Again, I sure appreciate all of your time in helping a newbie to bass boats. . . .  respectfully, Borkman
Cheers, Bork

Bassinkorea

Quote from: Borkman on June 10, 2020, 09:34:25 PM
However, when I was under the cowling, I noticed that the motor may be a 2.0 L?  Is that possible?  I thought the 200 Opti's in 2006 were all 3.0 L.  But on the serial number plate, it clearly says:

2006 200L OPTI
Max RPM  5750
HP 200  /  KW 147
LB  495  /  KG  225

If this is a 2.0 L, am I just expecting too much from this 200?  Should I be content with mid-50's gps?

What makes you think it is a 2.0 liter?
From the numbers you put above it looks to me like you have a 200hp 2006 Opti.

I have a 2005 150hp Opti and even that is a 2.5 liter.
2020 IBASS Gold - Zone 2 - AOY
2020 IBASS Classic - Winner
2020 IBASS Team Tourney - Winner (with FD)

Borkman

I was looking at the 200L, thinking it may be 2 L motor.  Guys at my local shop confirmed it's a 3.0L, and the L in front of the 200 indicates "200 hp, Long shaft".

I'll report back after I get her checked out at the doctors in two weeks.  Installing a new fuel filter after I change out of my work clothes. . . .
Cheers, Bork

Borkman

I'm back from the doctor's. . . . Merc Opti passed with flying colors!

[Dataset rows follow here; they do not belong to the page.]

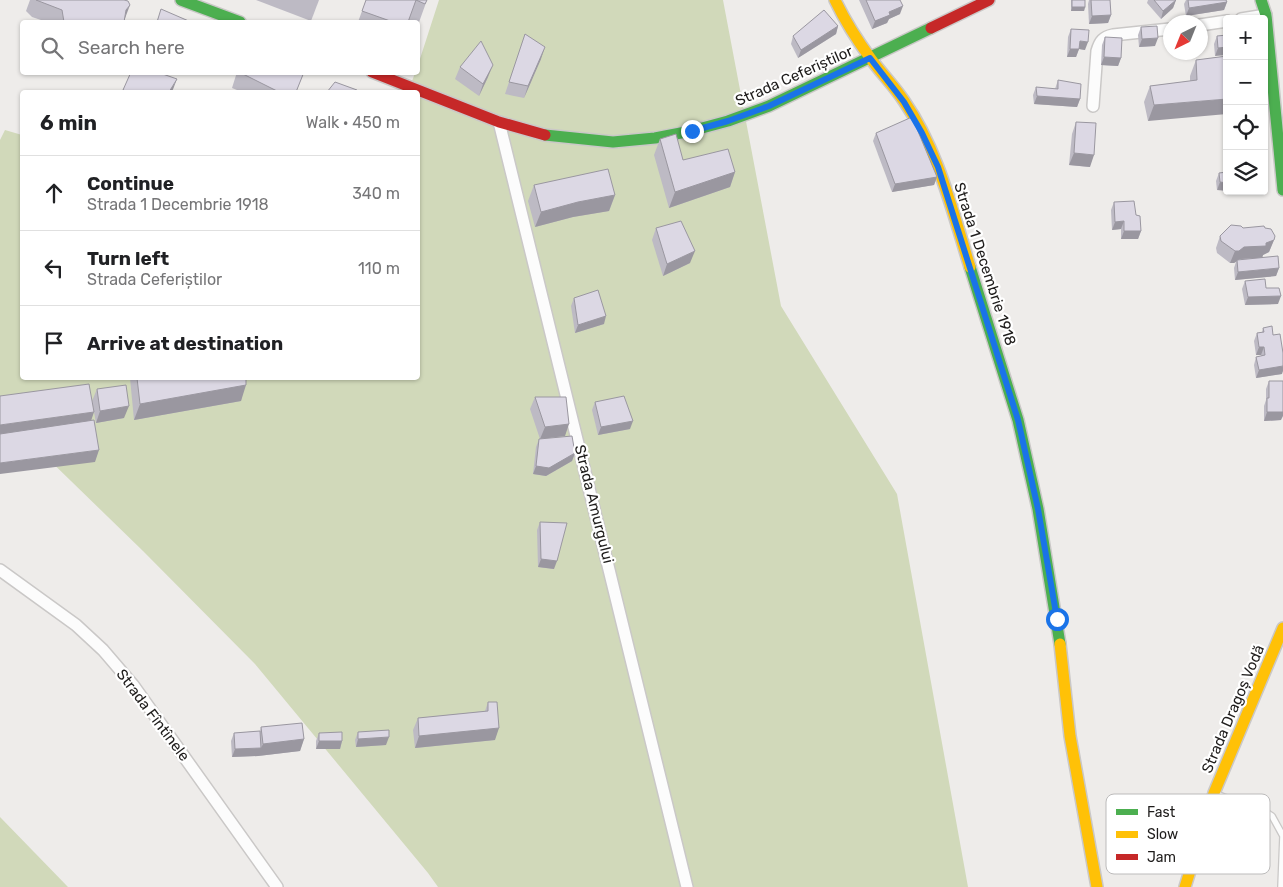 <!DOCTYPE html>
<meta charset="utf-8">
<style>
:root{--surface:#fff;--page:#f2f2f2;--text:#202124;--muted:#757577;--line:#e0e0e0}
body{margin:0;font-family:Rubik,sans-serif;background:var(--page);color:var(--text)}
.controls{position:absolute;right:15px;top:15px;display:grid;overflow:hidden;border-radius:5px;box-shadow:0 1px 4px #0004}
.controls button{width:45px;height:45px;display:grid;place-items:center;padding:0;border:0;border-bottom:1px solid var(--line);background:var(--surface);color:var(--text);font:25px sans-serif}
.compass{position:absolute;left:1163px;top:15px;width:45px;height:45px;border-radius:50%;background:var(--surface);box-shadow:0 1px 4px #0004;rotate:223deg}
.stop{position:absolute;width:15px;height:15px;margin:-11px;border:4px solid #1a73e8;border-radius:50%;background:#fff}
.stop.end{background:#1a73e8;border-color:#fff;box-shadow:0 1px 5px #0008}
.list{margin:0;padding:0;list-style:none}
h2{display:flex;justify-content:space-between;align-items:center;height:65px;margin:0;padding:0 20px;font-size:21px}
h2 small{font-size:16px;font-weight:400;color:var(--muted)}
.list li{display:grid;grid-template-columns:32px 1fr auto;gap:15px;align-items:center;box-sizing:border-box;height:75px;padding:0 20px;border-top:1px solid var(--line)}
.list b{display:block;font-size:19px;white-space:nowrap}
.list p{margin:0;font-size:16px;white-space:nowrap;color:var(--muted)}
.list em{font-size:16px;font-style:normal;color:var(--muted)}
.icon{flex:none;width:28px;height:28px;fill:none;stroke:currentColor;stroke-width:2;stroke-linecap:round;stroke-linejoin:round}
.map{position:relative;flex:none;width:1283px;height:887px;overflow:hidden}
.search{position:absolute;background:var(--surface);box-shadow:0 1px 4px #0004;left:20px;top:20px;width:400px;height:55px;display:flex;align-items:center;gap:12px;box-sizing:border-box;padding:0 18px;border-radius:5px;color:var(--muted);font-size:19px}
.panel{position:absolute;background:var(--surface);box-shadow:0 1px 4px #0004;left:20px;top:90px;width:400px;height:290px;border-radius:5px}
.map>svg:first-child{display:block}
</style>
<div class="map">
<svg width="1283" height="887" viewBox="0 0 1283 887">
<rect width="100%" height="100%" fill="#eeecea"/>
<g fill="#d1d9ba">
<polygon points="439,0 723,0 781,306 897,494 968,887 438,887 428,873 255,664 143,551 0,412 0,140 5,130 22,135 22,378 418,378 418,92 408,92 415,73 418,72 418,65"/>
<polygon points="0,817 68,887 0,887"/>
</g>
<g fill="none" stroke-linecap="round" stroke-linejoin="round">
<g stroke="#cac8c7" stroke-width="8">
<polyline id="lane" points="1214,793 1224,797 1258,807 1272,816 1283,836 1281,887"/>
</g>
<g stroke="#cac8c7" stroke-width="14">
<g id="street">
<polyline points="1241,19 1266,15"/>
<polyline points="1200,25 1227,21"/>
<path d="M 1093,106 L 1097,51 C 1100,41 1103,37 1113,35 L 1170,29"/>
<polyline points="499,122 687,887"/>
<polyline points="0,570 76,625 103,650 133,685 277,887"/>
</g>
</g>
<g stroke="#cac8c7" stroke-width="14">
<g id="fast">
<polyline points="181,0 240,22"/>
<polyline points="1261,0 1266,15 1283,190"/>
<polyline points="545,135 613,142 655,138 691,131 728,121 769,106 931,28"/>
<polyline points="970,267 1018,420 1038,509 1060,644"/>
</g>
</g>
<g stroke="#cac8c7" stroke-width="14">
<g id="slow">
<path d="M 835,0 C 845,21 857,40 871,59 C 881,73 894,86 904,101 C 938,150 952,210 970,267"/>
<polyline points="1060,644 1070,736 1097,887"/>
<polyline points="1185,887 1214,793 1283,628"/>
</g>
</g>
<g stroke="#cac8c7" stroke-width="14">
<g id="jam">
<polyline points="931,28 989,0"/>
<polyline points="372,72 499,122 545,135"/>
</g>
</g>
<use href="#lane" stroke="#fcfcfc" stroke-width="5.5"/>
<use href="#street" stroke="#fcfcfc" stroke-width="11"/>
<use href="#fast" stroke="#4caf50" stroke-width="11"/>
<use href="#slow" stroke="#ffc107" stroke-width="11"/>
<use href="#jam" stroke="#c62828" stroke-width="11"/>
</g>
<g fill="#bdbac4" fill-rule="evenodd">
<polygon points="30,0 124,0 124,22 47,22 32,17 26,11"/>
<polygon points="256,0 319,0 311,21"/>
<polygon points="366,0 427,0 418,25 418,22 358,22"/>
<polygon points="859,0 900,0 900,14 889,19 887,23 872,29"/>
<polygon points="1071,0 1085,0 1085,7 1084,11 1071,11"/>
<polygon points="1089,0 1110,0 1111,15 1108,23 1089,24 1088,4"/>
<polygon points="1148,0 1176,0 1173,8 1161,19 1147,3"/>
<polygon points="1186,0 1226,0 1227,2 1224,10 1186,16 1184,4"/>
<polygon points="838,26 836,34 798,58 791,44 793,36"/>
<polygon points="1141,27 1155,46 1139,47 1138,35"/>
<polygon points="1071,29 1085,50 1079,49 1076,57 1067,57 1068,37"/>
<polygon points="525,34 541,59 524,98 505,94"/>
<polygon points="1227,35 1215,56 1214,44 1217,36"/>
<polygon points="1105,37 1121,58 1118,66 1101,65 1102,45"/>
<polygon points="1227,56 1148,121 1144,102 1150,86 1190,81 1190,76 1196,60"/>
<polygon points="460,67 488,77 479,96 455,79"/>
<polygon points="237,72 304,72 296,92 242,92 232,88"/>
<polygon points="1058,80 1080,99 1077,107 1034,104 1033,95 1036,87 1055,89"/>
<polygon points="1076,122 1090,167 1069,165 1072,134"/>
<polygon points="876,133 937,177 934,185 892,192 873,141"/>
<polygon points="660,139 683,160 735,172 730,187 669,208 654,155"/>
<polygon points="1227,172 1217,190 1216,181 1219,173"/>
<polygon points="534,185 615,195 609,211 573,217 535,227 528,201"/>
<polygon points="1114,202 1136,215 1141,231 1138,239 1121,239 1121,229 1112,230 1111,210"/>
<polygon points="656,228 690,263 663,276 652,240"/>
<path d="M 1243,228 L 1265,228 L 1274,240 L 1269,252 L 1263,255 L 1262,258 L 1279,268 L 1276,276 L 1235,280 L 1234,268 L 1236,262 L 1234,263 L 1230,263 L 1217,253 L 1216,248 L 1220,236 ZM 1256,258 L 1238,260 L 1240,259 Z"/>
<polygon points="1245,281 1266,288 1278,304 1245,305 1242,289"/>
<polygon points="574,298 604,324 575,333 571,306"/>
<polygon points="1263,328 1273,335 1282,374 1256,378 1254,365 1256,357 1261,356 1261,355 1256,355 1254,341 1257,333 1262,332"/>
<polygon points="130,378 246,378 241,401 134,420"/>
<polygon points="1269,381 1281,420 1264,421 1264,406 1266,400 1266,389"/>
<polygon points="97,389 124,418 96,423 92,401"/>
<polygon points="535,397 565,436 540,439 530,409"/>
<polygon points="595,402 630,429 598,435 592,410"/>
<polygon points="539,439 575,453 572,461 546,476 533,474 536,447"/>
<polygon points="540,522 554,569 538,567 537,530"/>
<polygon points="488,702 495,740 415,748 413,730 418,718 485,711"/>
<polygon points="261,727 304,739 300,751 258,756 232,757 231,741 234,733 260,731"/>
<polygon points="358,732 386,745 356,747 355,740"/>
<polygon points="319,733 342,741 340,749 316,749 316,741"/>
</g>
<g fill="#9a97a0">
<polygon points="1176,0 1173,8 1161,19 1163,11"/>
<polygon points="1227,2 1224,10 1186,16 1189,8"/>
<polygon points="130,5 124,21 126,10"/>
<polygon points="903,6 900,14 889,19 887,23 872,29 875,21 889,12"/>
<polygon points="1072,7 1085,7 1084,11 1071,11"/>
<polygon points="1111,15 1108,23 1089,24 1092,16"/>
<polygon points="838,26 836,34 798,58 801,50"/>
<polygon points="1158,38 1155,46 1139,47 1142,39"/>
<polygon points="1080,41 1088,42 1085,50 1079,49 1076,57 1067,57 1070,49"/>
<polygon points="545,47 541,59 524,98 528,86"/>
<polygon points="1227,47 1227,55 1215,56 1218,48"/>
<polygon points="1104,57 1121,58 1118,66 1101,65"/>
<polygon points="493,65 488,77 479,96 483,84"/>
<polygon points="177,79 172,92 169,92"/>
<polygon points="1037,96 1080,99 1077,107 1034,104"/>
<polygon points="1227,99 1227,114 1148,121 1154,105"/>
<polygon points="1074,153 1094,155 1090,167 1069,165"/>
<polygon points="735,172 730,187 669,208 675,192"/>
<polygon points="937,177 934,185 892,192 895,184"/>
<polygon points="1220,182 1227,183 1227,191 1217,190"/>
<polygon points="615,195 609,211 573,217 535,227 541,212 578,202"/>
<polygon points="1124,221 1121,229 1112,230 1115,222"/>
<polygon points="1124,231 1141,231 1138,239 1121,239"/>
<polygon points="1274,240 1269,252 1263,255 1262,258 1240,259 1234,263 1230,263 1235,251 1244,247 1266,243"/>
<polygon points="695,251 690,263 663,276 667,264"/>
<polygon points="1279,268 1276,276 1235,280 1238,272"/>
<polygon points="1281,296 1278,304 1245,305 1248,297"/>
<polygon points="606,316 604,324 575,333 578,325"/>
<polygon points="1259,347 1264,347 1261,355 1256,355"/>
<polygon points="1283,366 1283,371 1282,374 1256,378 1259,370"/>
<polygon points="246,385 241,401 134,420 140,404"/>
<polygon points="129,406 124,418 96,423 100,411"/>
<polygon points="94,412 90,424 0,437 0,425"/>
<polygon points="1267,412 1283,412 1283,416 1281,420 1264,421"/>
<polygon points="633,421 630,429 598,435 601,427"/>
<polygon points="569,424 565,436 540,439 545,427"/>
<polygon points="99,450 95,462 0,474 0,463"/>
<polygon points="575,453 572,461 546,476 533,474 536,466"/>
<polygon points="541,559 557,561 554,569 538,567"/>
<polygon points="499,728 495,740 415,748 419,736"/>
<polygon points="389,737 386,745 356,747 358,739"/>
<polygon points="304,739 300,751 258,756 232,757 235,749 261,748 263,744"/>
<polygon points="319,741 342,741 340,749 316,749"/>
</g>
<g fill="#dcd8e4" stroke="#9a97a0">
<polygon points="36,0 124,0 128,1 130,5 126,10 124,22 64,22 62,10"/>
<polygon points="366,0 427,0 425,4 416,0 408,22 393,22 362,11"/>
<polygon points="866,0 900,0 903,6 889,12 890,15 875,21"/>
<rect x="1072" y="0" width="13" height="7"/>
<polygon points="1091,0 1110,0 1111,15 1092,16"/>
<polygon points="1154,0 1176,0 1163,11"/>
<polygon points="1188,0 1226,0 1227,2 1189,8"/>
<polygon points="161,9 191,22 157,22"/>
<polygon points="824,10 838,26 801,50 793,36"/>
<polygon points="1252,17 1252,19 1236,19"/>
<polygon points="1157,26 1158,38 1142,39 1141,27"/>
<polygon points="1071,29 1089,30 1088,42 1080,41 1079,49 1070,49"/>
<polygon points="525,34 545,47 528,86 509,82"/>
<polygon points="1227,35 1227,47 1218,48 1217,36"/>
<polygon points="1105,37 1122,38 1121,58 1104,57"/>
<polygon points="481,41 493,65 483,84 460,67"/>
<polygon points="1227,56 1227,99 1154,105 1150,86 1197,80 1196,60"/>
<polygon points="131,72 157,72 177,79 169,92 128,92 123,90"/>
<polygon points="239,72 304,72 296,92 279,92"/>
<polygon points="1058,80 1081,84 1080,99 1037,96 1036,87 1058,89"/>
<polygon points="335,82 357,90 356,92 327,92"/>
<polygon points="912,117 937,177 895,184 876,133"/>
<polygon points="1076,122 1096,123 1094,155 1074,153"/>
<polygon points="676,134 683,160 728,149 735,172 675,192 660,139"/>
<polygon points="608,169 615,195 578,202 541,212 534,185"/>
<polygon points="1227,172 1227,183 1220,182 1219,173"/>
<polygon points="1134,201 1136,215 1140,216 1141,231 1124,231 1124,221 1115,222 1114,202"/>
<polygon points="681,221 695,251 667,264 656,228"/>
<polygon points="1231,225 1241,226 1243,228 1264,226 1265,228 1271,229 1275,236 1274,240 1266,243 1266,246 1244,247 1239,251 1235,251 1221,241 1220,236"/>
<polygon points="1278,256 1279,268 1238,272 1237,260"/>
<polygon points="1265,279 1266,288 1279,288 1281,296 1248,297 1245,281"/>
<polygon points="598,290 606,316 578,325 574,298"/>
<polygon points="1272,326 1273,335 1280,334 1283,353 1283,366 1259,370 1256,357 1265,355 1264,347 1259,347 1257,333 1264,332 1263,328"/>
<polygon points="137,378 246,378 246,385 140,404"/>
<polygon points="1269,381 1283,381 1283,412 1267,412 1267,398 1269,398"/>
<polygon points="89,384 94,412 0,425 0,396"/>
<polygon points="126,385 129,406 100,411 97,389"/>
<polygon points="624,396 633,421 601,427 595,402"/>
<polygon points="535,397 566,397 569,424 545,427"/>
<polygon points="94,420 99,450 0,463 0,434"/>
<polygon points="572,436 575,453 549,468 536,466 539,439"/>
<polygon points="540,522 567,523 557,561 541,559"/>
<polygon points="488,702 497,702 499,728 419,736 418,718 488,711"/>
<polygon points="302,723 304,739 263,744 261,727"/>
<polygon points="389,730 389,737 358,739 358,732"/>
<polygon points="260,731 261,748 235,749 234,733"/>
<polygon points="342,732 342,741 319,741 319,733"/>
</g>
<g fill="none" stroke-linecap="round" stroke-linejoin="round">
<polyline stroke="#1a73e8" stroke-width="6" points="692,131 728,121 769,106 870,58 904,102 922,133 938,167 1018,420 1038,509 1057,619"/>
</g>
<g text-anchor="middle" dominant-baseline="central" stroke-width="4.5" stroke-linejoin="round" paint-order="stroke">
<g font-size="15" fill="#1e1c1b" stroke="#fff">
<text transform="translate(794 76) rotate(-24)">Strada Ceferiștilor</text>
<text transform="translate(985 264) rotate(72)">Strada 1 Decembrie 1918</text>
<text transform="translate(594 504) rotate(76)">Strada Amurgului</text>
<text transform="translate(1233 709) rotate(-67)">Strada Dragoș Vodă</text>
<text transform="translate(153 715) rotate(53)">Strada Fîntînele</text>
</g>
</g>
<rect x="1106" y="794" width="164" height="80" rx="8" fill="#fff" stroke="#bcbbbb" stroke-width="1"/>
<rect x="1116" y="809" width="22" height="6" fill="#4caf50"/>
<rect x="1116" y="831" width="22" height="7" fill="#ffc107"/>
<rect x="1116" y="854" width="22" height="6" fill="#c62828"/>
<g font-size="14" fill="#1e1c1b">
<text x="1147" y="817">Fast</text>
<text x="1147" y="839">Slow</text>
<text x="1147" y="862">Jam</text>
</g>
</svg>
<div class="controls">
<button>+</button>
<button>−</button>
<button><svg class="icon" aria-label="locate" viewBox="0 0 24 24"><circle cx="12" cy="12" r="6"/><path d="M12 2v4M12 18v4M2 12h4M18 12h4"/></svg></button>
<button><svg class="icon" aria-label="layers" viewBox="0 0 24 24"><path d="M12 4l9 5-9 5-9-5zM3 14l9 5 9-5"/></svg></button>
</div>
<svg class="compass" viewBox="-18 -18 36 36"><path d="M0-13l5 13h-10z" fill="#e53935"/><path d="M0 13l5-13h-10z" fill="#757577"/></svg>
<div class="stop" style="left:1057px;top:619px"></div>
<div class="stop end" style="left:692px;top:131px"></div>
<div class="search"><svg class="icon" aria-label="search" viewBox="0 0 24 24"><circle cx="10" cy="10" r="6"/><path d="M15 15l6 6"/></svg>Search here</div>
<section class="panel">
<h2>6 min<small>Walk · 450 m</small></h2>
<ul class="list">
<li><svg class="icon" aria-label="ahead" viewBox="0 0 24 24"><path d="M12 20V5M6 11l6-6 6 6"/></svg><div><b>Continue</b><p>Strada 1 Decembrie 1918</p></div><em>340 m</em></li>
<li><svg class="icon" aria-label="left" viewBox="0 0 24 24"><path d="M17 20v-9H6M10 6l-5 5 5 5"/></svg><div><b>Turn left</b><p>Strada Ceferiștilor</p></div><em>110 m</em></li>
<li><svg class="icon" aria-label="arrive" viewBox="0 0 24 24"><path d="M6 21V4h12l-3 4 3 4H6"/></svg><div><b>Arrive at destination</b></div></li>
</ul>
</section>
</div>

Compression was good. Power to all six cylinders. They said there's nothing wrong with the actual motor. They did tell me that with the old Opti's, you can't just check the tach's rpms like you can with the new 4-stroke Yamahas. So the tach was not verified for accuracy.

New spark plugs and new fuel filter the other day. I did take it out last night to test the plugs and fuel filter. I also removed one of the three PVS plugs in my 25" Tempest. Actually, my hole shot now is acceptable. Much better than ever before, although I only had maybe 15 gallons in the tank. With my wife and I, and not a huge runway to test her out, I did get up to 4700 rpms and 52 mph gps.  I was trimmed a bit higher than I have in the past

I did take note of my water pressure, somewhere north of 12 but not at 15 at WOT. Not sure what this means.

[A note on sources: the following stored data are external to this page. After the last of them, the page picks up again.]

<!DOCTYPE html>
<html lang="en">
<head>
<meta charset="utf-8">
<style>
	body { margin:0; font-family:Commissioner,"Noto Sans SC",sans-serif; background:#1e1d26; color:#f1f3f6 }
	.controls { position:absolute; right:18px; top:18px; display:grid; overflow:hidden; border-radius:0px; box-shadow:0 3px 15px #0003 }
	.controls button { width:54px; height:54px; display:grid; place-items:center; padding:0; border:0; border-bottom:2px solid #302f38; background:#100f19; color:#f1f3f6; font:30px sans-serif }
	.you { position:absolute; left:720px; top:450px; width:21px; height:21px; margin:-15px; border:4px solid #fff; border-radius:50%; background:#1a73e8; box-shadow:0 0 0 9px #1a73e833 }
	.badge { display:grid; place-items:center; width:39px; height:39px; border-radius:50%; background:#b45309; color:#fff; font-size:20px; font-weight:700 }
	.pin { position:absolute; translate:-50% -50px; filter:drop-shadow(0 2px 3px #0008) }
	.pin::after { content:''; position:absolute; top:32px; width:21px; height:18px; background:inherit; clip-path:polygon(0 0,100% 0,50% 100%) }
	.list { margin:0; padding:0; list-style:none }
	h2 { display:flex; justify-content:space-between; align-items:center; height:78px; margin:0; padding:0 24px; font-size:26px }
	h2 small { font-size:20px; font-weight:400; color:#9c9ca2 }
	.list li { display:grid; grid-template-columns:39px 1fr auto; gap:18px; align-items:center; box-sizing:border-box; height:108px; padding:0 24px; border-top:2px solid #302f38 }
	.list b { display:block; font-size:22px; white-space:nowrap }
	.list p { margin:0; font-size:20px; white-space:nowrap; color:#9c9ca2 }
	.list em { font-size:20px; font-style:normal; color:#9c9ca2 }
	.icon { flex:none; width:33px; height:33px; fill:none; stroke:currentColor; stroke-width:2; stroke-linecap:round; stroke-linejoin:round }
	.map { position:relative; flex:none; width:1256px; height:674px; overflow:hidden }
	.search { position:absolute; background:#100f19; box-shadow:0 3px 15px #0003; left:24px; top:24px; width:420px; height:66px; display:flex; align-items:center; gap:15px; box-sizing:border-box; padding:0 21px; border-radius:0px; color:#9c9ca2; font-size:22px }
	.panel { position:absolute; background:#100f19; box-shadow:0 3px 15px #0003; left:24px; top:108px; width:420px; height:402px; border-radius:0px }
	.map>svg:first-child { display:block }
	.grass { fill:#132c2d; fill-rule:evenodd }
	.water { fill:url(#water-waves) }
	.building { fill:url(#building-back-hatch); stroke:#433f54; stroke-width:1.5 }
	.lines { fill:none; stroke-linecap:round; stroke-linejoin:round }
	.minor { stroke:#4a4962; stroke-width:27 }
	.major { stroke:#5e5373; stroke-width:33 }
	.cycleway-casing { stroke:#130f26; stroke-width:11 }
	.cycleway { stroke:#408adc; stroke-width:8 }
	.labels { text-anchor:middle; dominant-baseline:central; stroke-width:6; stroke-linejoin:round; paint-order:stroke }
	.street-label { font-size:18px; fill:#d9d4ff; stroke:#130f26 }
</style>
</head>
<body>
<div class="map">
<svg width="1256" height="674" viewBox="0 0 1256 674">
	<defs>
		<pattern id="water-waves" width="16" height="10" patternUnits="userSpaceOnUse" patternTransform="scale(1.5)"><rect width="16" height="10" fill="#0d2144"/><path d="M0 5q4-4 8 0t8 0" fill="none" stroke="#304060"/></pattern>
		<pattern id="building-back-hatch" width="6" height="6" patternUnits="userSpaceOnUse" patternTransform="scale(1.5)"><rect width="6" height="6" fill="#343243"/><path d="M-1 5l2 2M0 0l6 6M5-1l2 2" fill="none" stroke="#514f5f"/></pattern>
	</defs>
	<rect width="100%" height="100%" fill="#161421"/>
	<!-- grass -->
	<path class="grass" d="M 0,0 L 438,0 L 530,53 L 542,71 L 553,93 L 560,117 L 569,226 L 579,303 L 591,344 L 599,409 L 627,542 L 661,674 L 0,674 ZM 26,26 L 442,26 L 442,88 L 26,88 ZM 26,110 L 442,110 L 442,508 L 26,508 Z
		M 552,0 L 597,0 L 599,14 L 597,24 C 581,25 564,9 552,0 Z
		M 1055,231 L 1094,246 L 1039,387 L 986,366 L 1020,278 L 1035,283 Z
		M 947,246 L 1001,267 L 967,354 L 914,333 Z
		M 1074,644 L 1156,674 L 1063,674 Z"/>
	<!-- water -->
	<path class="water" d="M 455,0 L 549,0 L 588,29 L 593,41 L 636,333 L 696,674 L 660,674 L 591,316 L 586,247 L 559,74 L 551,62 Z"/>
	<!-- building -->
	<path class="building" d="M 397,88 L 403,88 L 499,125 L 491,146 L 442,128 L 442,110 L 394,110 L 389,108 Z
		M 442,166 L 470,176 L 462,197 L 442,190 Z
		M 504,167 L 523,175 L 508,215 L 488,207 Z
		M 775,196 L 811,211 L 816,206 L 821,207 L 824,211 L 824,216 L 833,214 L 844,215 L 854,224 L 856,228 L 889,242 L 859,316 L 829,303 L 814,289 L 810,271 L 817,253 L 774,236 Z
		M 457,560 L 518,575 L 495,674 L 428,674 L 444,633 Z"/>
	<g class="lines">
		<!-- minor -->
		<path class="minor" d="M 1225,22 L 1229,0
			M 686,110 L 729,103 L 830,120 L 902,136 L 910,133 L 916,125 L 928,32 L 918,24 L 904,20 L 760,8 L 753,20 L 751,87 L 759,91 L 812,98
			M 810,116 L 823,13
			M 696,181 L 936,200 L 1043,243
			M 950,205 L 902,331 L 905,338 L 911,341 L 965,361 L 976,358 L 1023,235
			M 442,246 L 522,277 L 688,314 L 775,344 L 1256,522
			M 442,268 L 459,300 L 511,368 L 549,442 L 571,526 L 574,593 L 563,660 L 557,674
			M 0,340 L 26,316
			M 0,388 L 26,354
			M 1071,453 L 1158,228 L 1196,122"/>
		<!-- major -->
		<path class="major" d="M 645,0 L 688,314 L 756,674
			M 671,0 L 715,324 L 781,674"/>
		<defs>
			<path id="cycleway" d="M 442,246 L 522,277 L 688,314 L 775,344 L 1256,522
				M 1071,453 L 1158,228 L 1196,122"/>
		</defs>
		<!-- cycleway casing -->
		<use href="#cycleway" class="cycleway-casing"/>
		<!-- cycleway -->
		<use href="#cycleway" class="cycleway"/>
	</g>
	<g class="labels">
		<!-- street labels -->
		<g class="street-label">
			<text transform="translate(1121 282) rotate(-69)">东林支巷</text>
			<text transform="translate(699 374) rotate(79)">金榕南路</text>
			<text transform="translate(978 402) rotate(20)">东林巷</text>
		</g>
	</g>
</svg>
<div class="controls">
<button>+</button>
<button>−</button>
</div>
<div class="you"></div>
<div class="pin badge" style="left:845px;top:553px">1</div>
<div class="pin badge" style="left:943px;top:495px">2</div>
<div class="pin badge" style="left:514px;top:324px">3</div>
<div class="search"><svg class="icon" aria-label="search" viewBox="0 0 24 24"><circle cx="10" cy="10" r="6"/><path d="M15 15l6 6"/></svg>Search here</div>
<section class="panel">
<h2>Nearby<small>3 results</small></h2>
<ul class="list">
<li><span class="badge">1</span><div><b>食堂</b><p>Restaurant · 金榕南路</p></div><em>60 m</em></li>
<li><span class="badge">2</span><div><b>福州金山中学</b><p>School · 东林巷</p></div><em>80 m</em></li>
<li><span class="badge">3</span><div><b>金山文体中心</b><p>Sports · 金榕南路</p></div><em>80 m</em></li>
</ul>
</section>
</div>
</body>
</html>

So I guess that leaves me with either:

1) a fawlty tach, but I'm thinking I should still be getting better than 52 mph. Combined, my wife and I weigh in at 300 lbs;
2) Need to demo a 24" prop and see if that helps with rpms and mph;
3) Lower my motor from 3" below pad to 3 1/2". I have one hole to drop down. Merc guy said today that the #2 hole is the typical installation, and that was before he saw that I'm at the #2 hole, or;
4) Invest in a jack plate.\

Again, I'm very grateful for any advice. Thanks!

Borkman
Cheers, Bork

apenland01

I don't know anything about the Nitro, but dropping the motor to 3.5 inches from 3.0 will decrease RPM, not increase them.  Also, if you don't have a jackplate, you'll be moving from 3.0 to 3.75, as those holes are 3/4 inch drop for each hole.

If your RPM on holeshot breakover isn't between 3,600-4,000, pull another plug out and test.  It won't help your top end WOT, but it will help your holeshot be more efficient.

You may simply be trying to turn too big a prop for the hull/motor combo.

As for your water pressure, that's probably fine, since your RPM's are so low.  If you were at 5,000 or more RPM, you would want to see north of 18-20, which is what would happen if you were moving faster.